I spoke to one of the Spatial Product Managers to get this response:
Using spatial queries is definitely the better option, especially for long/lat coordinates, and is the only way if you want to search for more than points in a rectangle. For that however, we need actual geometry objects (in SDO_GEOMETRY). I am starting with this table:
create table t1 as
select
rownum id,
rpad(rownum,10) data,
dbms_random.value(-90,90) lat,
dbms_random.value(-180,180) lng
from
(select 1 from dual connect by level <= 1000),
(select 1 from dual connect by level <= 1000);
Then I expand that table with a geometry column:
alter table t1 add location sdo_geometry;
And I populate the geometries:
update t1 set location = sdo_geometry(2001,4326,sdo_point_type(lng,lat,null),null,null);
commit;
Notice the number 4326. This number is a spatial reference system ID (or SRID). It says that the coordinates are not just any random numbers, but that they are longitude and latitude in GPS coordinates (also known as WGS84 coordinates). This is extremely important. If we do not tell the database what coordinate system we are using, then we will not be able to to meaningful comparisons or measurements. This is especially true for spherical coordinates (long/lat). If we do not say that they are spherical, then any measurement (area, length, distances, ...) will be totally wrong. Also we will not be able to correlate them with other geographic shapes, in other coordinate systems.
Coordinate systems for spatial data are like time zones for time. If I call for a tele conference at 2PM and send that to my people in Moscow, Berlin, Tokyo and New York, all of them will dial-in at 2PM - and find no-one else: they dialed at 2PM in their time zone. I need to specify 2PM CET for example. Same for spatial coordinates: if I do not specify in which coordinate system they are expressed, I will be unable to compare them.

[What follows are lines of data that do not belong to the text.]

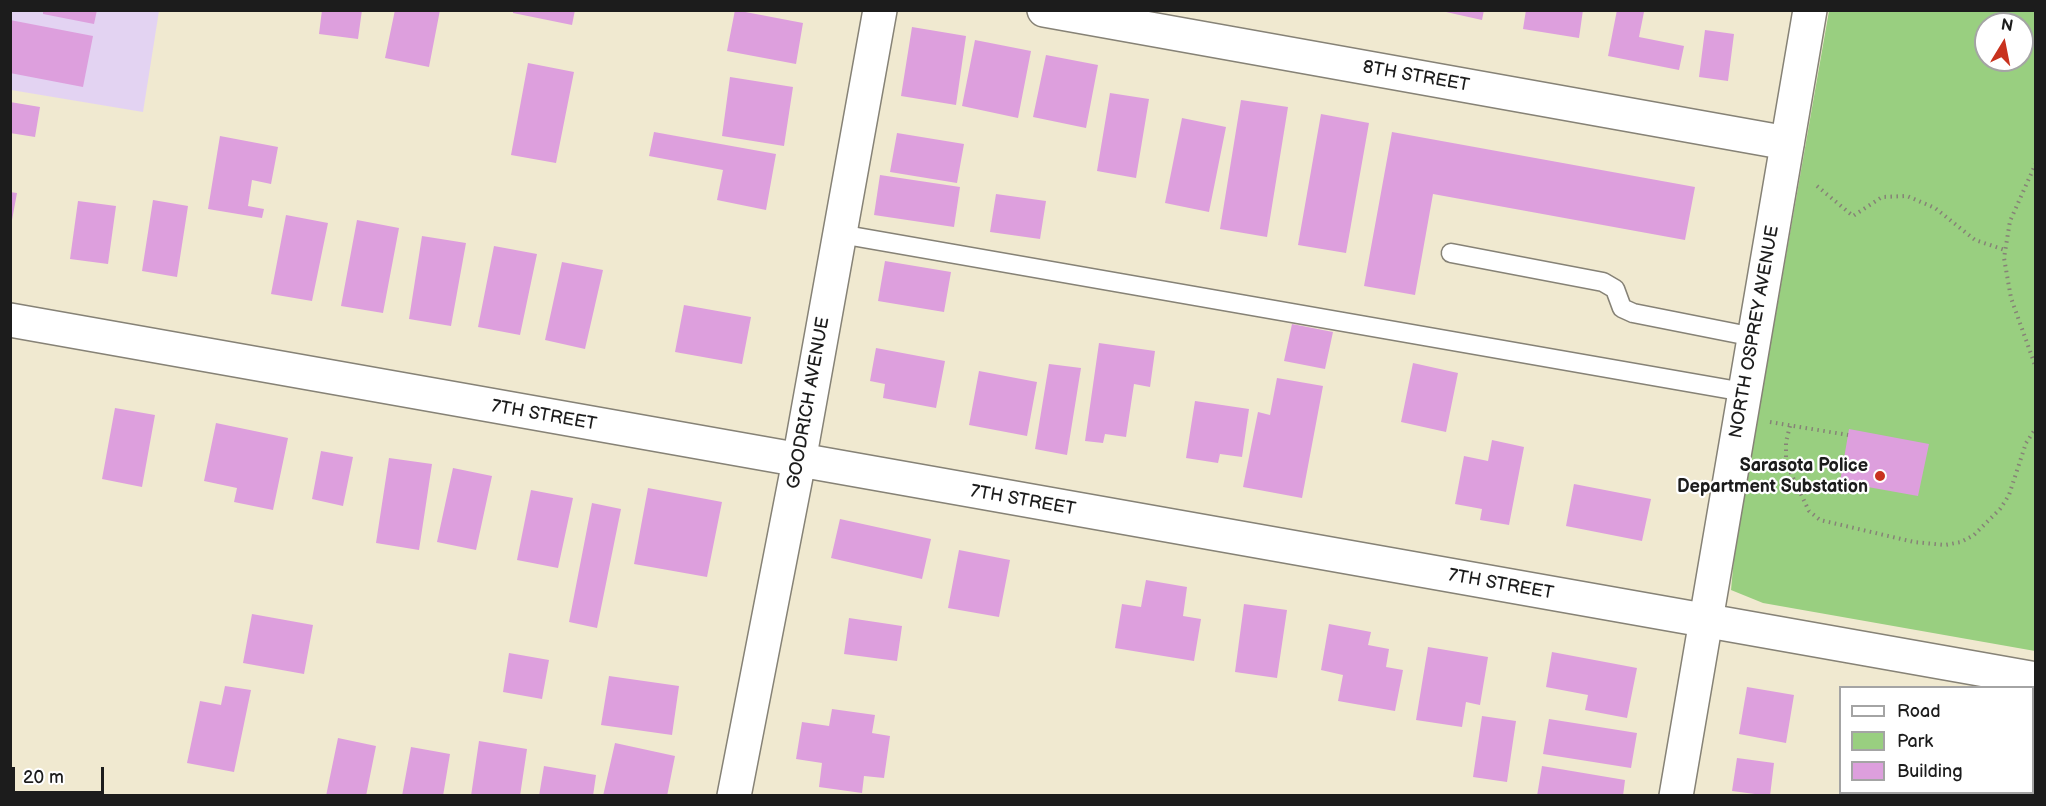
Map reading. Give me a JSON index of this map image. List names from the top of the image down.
{
  "streets": {
    "street": [
      "8TH STREET",
      "NORTH OSPREY AVENUE",
      "GOODRICH AVENUE",
      "7TH STREET"
    ]
  },
  "crossings": [
    ["8TH STREET", "NORTH OSPREY AVENUE"],
    ["NORTH OSPREY AVENUE", "7TH STREET"],
    ["GOODRICH AVENUE", "7TH STREET"]
  ],
  "places": ["Sarasota Police Department Substation"],
  "legend": ["Road", "Park", "Building"],
  "scale_bar": "20 m",
  "north": "top"
}
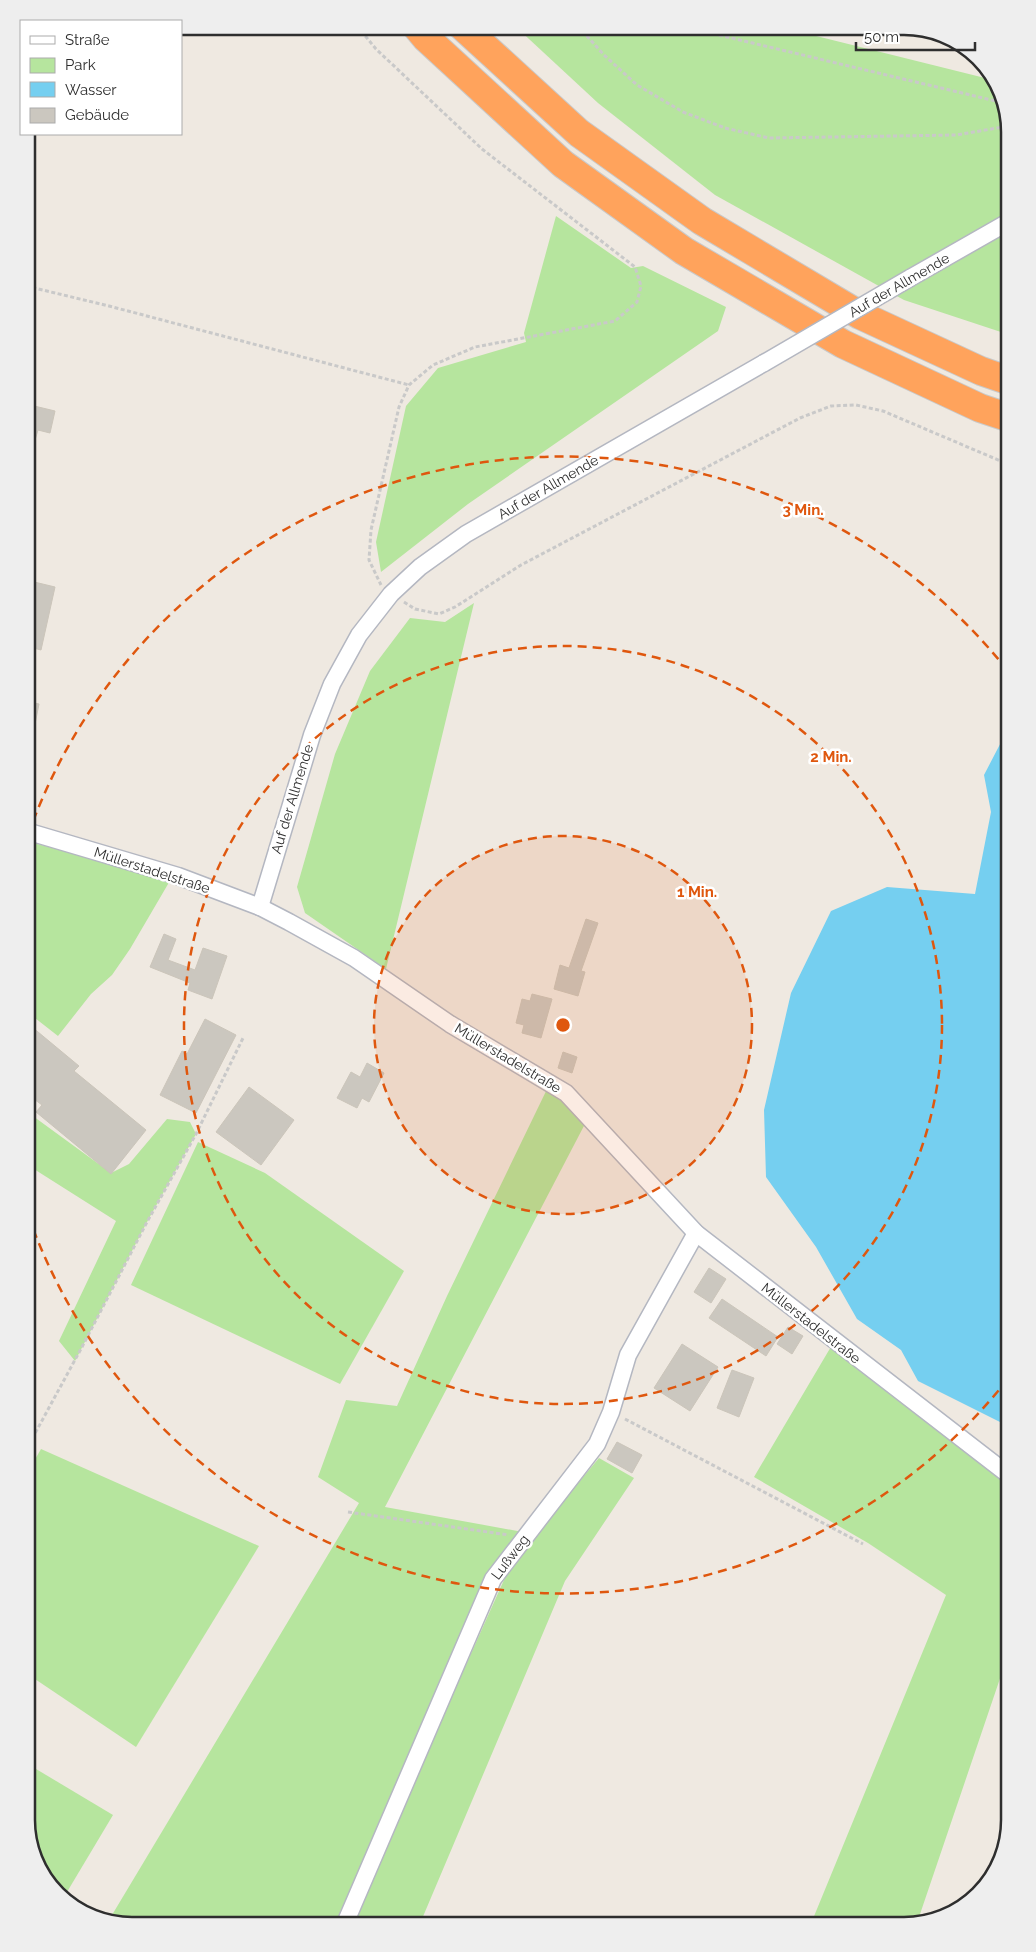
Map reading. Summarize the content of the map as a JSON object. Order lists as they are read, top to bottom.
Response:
{
  "streets": {
    "street": ["Auf der Allmende", "Müllerstadelstraße", "Lußweg"]
  },
  "crossings": [
    ["Auf der Allmende", "Müllerstadelstraße"],
    ["Müllerstadelstraße", "Lußweg"]
  ],
  "legend": [
    "Straße",
    "Park",
    "Wasser",
    "Gebäude"
  ],
  "scale_bar": "50 m",
  "rings": ["3 Min.", "2 Min.", "1 Min."]
}
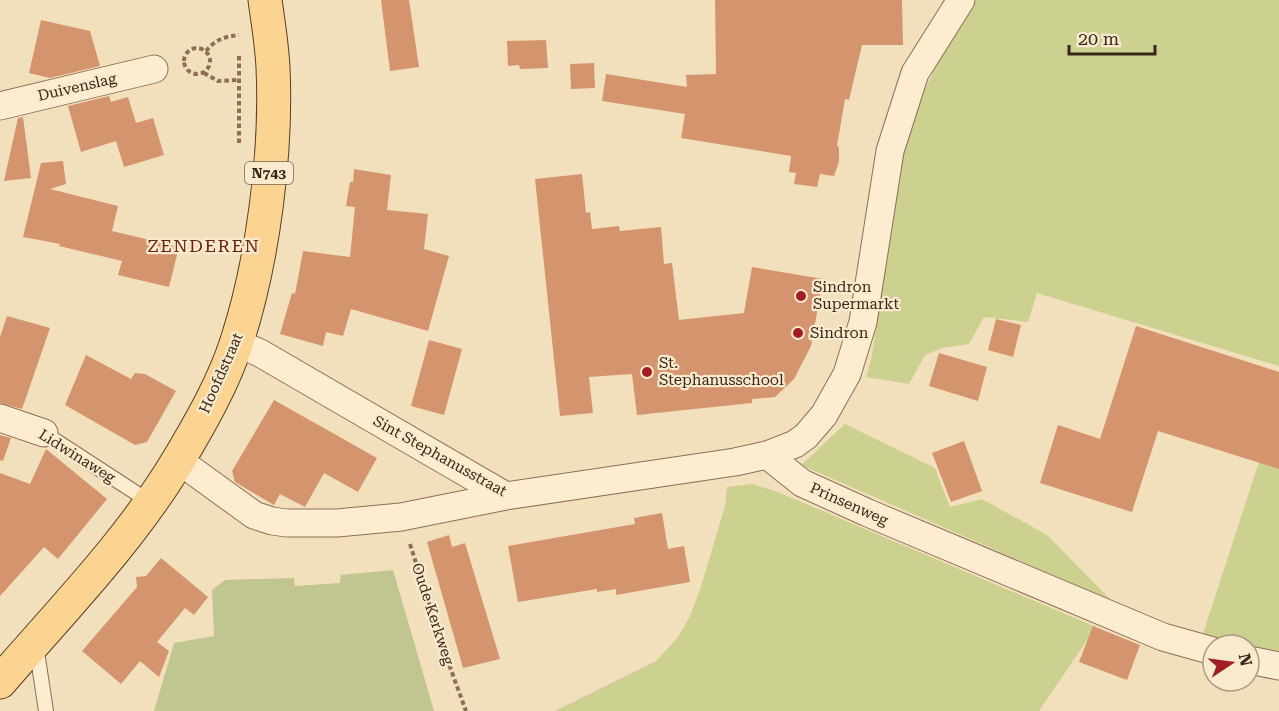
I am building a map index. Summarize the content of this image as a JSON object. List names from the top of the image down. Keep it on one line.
{"streets":{"main road":["N743","Hoofdstraat"],"street":["Duivenslag","Lidwinaweg","Sint Stephanusstraat","Prinsenweg"],"path":["Oude Kerkweg"]},"crossings":[["Hoofdstraat","Lidwinaweg"],["Hoofdstraat","Sint Stephanusstraat"],["Sint Stephanusstraat","Prinsenweg"]],"districts":["ZENDEREN"],"places":["Sindron Supermarkt","Sindron","St. Stephanusschool"],"scale_bar":"20 m","north":"right"}
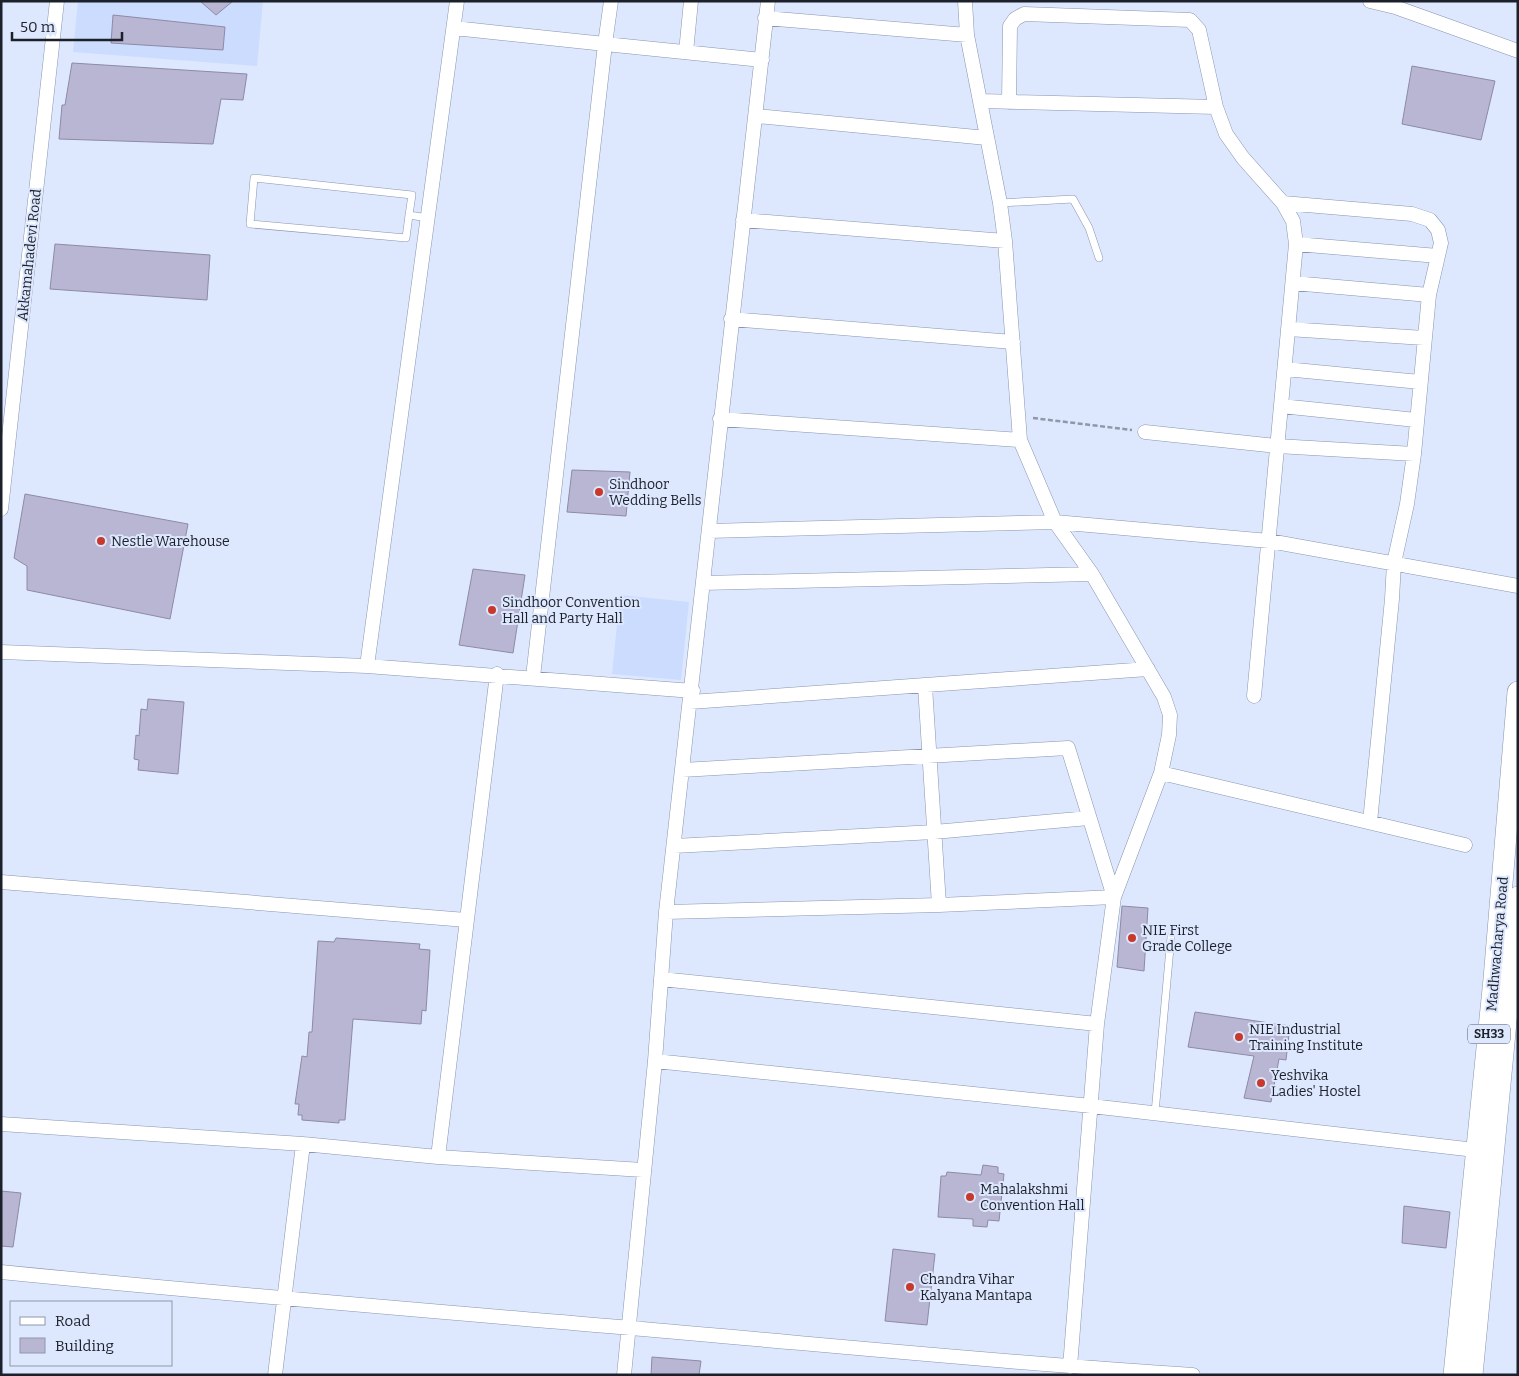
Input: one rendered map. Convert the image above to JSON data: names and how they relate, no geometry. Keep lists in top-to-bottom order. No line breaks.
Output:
{"streets":{"main road":["Madhwacharya Road","SH33"],"street":["Akkamahadevi Road"]},"places":["Sindhoor Wedding Bells","Nestle Warehouse","Sindhoor Convention Hall and Party Hall","NIE First Grade College","NIE Industrial Training Institute","Yeshvika Ladies' Hostel","Mahalakshmi Convention Hall","Chandra Vihar Kalyana Mantapa"],"legend":["Road","Building"],"scale_bar":"50 m"}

Coordinate systems come in two flavors. Those that are represented on the spherical representation of the globe (called geodetic systems). And where you may think there is only one universal long/lat system, there are actually hundreds of different long/lats, each one using a slightly different representation of the earth, adapted to local conditions. But when nothing is specified, then in 99.9% of the case, it means the long/lat coordinates are in the WGS84 system, the one used by the GPS (and the other global positioning system). Incidentally: the earth is NOT a sphere. It is really slightly flattened at the poles (due to its rotation) … Also there used to be some systems using a different meridian for the origin (other than Greenwich): some old french systems used the Paris meridian (obviously).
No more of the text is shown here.